After publishing the initial IPMSSG in 2007, few prospective studies are conducted to evaluate the predictive value of such criteria in predicting relapse of the first episode of ADEM to MS. For this to occur, the second episode was defined as nonencephalopathic event with new MRI finding consistent with dissemination in space occurring at least 3 months after the first episode. A second relapse consistent with MS rather than multiphasic ADEM was detected in 2-18%. Of all relapses, 80% occurred with 2 years of the first event [2, 4].

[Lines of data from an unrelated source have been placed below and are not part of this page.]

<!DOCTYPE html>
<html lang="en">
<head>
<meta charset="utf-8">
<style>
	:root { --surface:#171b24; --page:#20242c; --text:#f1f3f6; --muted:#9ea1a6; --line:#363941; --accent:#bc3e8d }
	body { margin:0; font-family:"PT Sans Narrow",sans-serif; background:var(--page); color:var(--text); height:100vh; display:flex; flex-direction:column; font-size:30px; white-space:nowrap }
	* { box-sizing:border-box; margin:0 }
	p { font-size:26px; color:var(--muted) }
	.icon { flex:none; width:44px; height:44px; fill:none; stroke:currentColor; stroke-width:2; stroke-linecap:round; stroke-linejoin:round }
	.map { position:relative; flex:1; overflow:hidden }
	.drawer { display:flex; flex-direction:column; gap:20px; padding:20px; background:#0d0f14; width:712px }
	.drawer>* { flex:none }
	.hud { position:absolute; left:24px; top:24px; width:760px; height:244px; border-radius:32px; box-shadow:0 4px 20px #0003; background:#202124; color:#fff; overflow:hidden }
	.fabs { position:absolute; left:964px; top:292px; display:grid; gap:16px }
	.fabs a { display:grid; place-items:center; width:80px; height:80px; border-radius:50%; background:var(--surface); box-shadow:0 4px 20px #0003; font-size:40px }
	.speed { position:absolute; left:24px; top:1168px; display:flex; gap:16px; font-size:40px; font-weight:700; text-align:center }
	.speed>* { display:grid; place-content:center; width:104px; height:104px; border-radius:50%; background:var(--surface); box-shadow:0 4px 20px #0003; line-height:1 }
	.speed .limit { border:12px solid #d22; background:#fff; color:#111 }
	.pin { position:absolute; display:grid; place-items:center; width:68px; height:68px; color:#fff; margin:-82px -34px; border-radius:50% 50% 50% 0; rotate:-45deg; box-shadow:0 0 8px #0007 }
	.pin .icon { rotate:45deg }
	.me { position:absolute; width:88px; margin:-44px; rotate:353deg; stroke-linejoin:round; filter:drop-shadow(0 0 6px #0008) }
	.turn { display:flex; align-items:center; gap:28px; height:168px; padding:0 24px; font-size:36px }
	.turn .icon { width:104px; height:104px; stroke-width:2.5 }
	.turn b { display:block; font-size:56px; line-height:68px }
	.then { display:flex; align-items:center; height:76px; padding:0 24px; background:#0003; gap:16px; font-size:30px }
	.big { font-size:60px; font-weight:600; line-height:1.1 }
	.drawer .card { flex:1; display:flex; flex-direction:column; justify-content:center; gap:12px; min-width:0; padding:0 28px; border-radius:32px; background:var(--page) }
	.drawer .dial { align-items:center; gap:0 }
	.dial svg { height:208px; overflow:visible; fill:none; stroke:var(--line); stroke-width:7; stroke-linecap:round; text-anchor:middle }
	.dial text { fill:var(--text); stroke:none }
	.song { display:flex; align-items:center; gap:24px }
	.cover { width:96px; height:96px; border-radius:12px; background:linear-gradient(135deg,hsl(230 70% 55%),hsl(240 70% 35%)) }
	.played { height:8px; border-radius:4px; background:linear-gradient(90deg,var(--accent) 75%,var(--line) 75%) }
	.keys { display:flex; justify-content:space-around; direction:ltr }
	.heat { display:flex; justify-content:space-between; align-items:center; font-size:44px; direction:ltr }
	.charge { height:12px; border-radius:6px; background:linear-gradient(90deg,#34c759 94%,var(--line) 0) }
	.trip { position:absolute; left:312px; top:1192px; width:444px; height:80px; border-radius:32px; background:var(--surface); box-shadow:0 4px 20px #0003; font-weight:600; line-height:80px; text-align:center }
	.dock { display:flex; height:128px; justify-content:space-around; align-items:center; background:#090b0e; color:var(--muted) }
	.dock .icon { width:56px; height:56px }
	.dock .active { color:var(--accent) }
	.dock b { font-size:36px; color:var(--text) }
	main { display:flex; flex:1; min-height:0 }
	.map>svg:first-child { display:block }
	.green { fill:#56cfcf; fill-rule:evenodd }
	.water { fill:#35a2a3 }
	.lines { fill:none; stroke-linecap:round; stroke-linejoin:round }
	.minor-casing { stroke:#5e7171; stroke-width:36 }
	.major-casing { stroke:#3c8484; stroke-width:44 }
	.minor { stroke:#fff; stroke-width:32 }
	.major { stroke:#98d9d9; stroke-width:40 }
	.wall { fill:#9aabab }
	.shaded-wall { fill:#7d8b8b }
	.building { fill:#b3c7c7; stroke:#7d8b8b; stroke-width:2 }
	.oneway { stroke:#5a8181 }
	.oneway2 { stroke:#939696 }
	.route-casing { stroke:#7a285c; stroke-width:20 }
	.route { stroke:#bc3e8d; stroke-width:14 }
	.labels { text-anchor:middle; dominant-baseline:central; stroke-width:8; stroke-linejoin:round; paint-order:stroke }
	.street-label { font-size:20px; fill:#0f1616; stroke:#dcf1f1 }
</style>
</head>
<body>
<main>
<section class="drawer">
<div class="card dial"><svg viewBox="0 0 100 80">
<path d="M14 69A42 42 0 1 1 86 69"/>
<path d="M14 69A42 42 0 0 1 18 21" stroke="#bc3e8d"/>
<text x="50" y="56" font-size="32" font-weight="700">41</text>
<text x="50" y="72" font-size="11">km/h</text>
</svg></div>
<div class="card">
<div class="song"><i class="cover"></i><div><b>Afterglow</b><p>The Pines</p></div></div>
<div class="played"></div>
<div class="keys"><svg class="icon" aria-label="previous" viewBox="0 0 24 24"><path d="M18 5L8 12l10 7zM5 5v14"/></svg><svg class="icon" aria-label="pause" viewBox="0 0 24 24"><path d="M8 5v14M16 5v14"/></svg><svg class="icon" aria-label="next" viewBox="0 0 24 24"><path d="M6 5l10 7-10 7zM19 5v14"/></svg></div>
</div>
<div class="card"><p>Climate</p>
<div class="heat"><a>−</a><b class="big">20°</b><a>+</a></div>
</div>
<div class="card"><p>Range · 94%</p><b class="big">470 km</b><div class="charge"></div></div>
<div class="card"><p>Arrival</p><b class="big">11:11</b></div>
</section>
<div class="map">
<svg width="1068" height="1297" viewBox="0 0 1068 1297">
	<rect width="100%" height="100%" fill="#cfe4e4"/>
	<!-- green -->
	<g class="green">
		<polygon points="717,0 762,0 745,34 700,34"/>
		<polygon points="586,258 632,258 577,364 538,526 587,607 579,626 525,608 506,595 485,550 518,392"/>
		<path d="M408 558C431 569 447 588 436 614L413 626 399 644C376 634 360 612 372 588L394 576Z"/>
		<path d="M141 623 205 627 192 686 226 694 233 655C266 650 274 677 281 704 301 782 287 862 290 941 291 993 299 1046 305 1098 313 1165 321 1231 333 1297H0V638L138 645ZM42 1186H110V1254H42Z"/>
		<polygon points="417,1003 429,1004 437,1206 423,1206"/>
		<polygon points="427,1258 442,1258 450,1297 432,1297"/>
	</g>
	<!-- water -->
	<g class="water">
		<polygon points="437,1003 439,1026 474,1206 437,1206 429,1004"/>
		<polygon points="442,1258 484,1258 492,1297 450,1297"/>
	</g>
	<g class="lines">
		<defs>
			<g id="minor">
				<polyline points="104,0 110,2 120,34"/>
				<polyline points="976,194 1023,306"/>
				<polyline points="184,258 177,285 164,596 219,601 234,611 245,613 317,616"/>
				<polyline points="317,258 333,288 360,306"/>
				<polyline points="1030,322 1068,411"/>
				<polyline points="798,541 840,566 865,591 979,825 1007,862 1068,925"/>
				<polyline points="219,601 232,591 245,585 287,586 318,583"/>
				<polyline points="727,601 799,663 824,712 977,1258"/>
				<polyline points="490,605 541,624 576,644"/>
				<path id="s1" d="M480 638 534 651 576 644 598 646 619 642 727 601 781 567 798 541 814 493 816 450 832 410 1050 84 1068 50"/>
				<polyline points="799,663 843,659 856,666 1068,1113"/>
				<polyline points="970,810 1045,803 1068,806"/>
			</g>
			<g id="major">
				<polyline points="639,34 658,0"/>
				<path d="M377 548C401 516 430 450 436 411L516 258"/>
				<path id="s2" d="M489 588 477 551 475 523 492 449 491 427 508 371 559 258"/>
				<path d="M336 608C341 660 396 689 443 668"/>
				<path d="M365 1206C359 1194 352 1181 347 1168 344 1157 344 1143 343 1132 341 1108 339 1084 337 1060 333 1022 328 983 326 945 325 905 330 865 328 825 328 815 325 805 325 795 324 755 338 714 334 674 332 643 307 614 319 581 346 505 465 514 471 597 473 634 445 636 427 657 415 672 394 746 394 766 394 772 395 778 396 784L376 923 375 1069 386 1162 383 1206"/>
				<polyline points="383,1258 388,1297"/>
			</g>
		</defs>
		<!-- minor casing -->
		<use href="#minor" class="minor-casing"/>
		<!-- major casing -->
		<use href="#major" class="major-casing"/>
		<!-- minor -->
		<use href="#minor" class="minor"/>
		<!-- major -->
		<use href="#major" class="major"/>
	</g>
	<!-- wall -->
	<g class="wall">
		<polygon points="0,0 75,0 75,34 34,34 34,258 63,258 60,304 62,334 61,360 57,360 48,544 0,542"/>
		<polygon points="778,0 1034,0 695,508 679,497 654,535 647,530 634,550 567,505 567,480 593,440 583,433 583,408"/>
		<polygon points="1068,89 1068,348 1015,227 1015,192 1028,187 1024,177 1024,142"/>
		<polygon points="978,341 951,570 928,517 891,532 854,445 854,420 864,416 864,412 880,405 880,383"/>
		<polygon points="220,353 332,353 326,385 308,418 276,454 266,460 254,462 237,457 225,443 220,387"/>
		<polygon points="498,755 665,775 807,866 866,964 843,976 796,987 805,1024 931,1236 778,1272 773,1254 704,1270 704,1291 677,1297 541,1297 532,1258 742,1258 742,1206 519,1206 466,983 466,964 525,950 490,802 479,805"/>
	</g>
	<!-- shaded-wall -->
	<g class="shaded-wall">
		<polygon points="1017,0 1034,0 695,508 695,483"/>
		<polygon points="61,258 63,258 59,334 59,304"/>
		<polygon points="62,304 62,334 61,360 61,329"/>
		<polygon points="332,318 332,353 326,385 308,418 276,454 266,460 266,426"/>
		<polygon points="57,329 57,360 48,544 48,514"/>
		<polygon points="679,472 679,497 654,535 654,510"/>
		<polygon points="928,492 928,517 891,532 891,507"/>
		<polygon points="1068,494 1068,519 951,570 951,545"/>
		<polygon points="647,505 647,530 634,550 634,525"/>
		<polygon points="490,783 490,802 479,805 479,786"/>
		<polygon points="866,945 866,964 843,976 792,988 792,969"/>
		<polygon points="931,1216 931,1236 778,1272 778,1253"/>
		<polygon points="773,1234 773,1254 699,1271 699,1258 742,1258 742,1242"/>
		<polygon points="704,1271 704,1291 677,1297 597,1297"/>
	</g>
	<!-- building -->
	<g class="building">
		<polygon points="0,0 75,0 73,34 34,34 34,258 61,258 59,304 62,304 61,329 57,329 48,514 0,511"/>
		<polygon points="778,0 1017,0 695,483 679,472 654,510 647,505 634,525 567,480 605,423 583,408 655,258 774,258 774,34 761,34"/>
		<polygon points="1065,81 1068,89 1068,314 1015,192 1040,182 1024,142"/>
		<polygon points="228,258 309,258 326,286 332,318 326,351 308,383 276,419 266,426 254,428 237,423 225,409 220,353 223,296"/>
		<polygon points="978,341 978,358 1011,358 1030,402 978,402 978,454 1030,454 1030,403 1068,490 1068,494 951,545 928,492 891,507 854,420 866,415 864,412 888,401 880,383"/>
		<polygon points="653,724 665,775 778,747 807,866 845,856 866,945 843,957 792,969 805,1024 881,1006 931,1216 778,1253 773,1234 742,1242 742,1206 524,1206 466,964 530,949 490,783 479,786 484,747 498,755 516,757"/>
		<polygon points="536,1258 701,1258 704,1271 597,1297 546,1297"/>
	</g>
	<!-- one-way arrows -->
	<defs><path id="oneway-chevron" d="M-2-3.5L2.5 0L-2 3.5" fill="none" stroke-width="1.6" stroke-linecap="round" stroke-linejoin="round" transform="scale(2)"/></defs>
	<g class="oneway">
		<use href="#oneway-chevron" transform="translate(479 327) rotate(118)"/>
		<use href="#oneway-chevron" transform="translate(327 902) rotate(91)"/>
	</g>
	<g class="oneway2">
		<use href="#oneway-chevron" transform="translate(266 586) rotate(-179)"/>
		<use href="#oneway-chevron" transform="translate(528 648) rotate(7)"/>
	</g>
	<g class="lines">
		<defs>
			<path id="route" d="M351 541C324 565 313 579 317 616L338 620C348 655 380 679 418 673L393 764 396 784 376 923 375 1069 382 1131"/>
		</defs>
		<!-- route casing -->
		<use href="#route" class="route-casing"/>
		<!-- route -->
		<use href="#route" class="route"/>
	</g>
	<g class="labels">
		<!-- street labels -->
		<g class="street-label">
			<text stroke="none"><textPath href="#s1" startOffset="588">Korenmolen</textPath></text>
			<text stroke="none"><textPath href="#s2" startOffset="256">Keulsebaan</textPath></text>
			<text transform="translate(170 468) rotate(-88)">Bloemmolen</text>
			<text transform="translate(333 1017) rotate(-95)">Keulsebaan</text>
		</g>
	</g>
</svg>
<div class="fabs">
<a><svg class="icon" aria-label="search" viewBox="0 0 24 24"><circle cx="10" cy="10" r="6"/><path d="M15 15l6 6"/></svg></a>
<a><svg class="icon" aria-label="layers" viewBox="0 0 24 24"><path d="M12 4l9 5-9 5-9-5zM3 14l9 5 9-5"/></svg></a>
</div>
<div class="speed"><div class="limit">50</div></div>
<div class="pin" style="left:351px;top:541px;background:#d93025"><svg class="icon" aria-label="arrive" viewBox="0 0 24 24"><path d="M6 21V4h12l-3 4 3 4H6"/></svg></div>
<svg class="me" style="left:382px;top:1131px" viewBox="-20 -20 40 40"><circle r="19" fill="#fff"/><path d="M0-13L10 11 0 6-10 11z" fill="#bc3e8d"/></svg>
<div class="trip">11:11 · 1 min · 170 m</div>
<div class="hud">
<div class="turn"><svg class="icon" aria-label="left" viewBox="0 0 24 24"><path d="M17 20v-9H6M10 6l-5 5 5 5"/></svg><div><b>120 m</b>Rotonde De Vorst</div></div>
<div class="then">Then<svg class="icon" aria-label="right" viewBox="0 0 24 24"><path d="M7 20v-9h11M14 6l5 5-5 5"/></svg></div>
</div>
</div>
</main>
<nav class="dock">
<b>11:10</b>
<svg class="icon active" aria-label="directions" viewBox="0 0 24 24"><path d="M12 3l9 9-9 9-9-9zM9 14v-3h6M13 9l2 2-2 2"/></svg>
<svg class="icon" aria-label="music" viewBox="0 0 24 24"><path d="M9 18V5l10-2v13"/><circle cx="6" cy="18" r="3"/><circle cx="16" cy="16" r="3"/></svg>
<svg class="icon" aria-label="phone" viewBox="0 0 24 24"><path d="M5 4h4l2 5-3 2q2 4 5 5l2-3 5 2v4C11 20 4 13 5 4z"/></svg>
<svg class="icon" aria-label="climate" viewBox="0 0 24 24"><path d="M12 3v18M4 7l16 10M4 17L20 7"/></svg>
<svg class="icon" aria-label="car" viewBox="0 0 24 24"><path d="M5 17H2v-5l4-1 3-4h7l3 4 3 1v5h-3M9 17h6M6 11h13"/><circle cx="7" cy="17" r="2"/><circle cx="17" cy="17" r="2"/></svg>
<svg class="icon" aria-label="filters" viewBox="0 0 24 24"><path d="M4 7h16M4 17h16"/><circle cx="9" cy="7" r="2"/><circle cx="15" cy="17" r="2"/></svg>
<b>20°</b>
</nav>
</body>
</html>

Acute hemorrhagic leukoencephalitis (AHLE) is rare variant of ADEM (< 2%) commonly presenting with fever, neck stiffness, seizures, and/or focal neurological deficits following upper respiratory infection with more rapid progression within days leading to coma and death in some cases due to increased cerebral edema and herniation if untreated urgently. It is considered the most aggressive of all demyelinating diseases. Areas of hemorrhage and necrosis along a massive white matter involvement are evident on the MRI. Many cases are diagnosed on postmortem autopsy [7].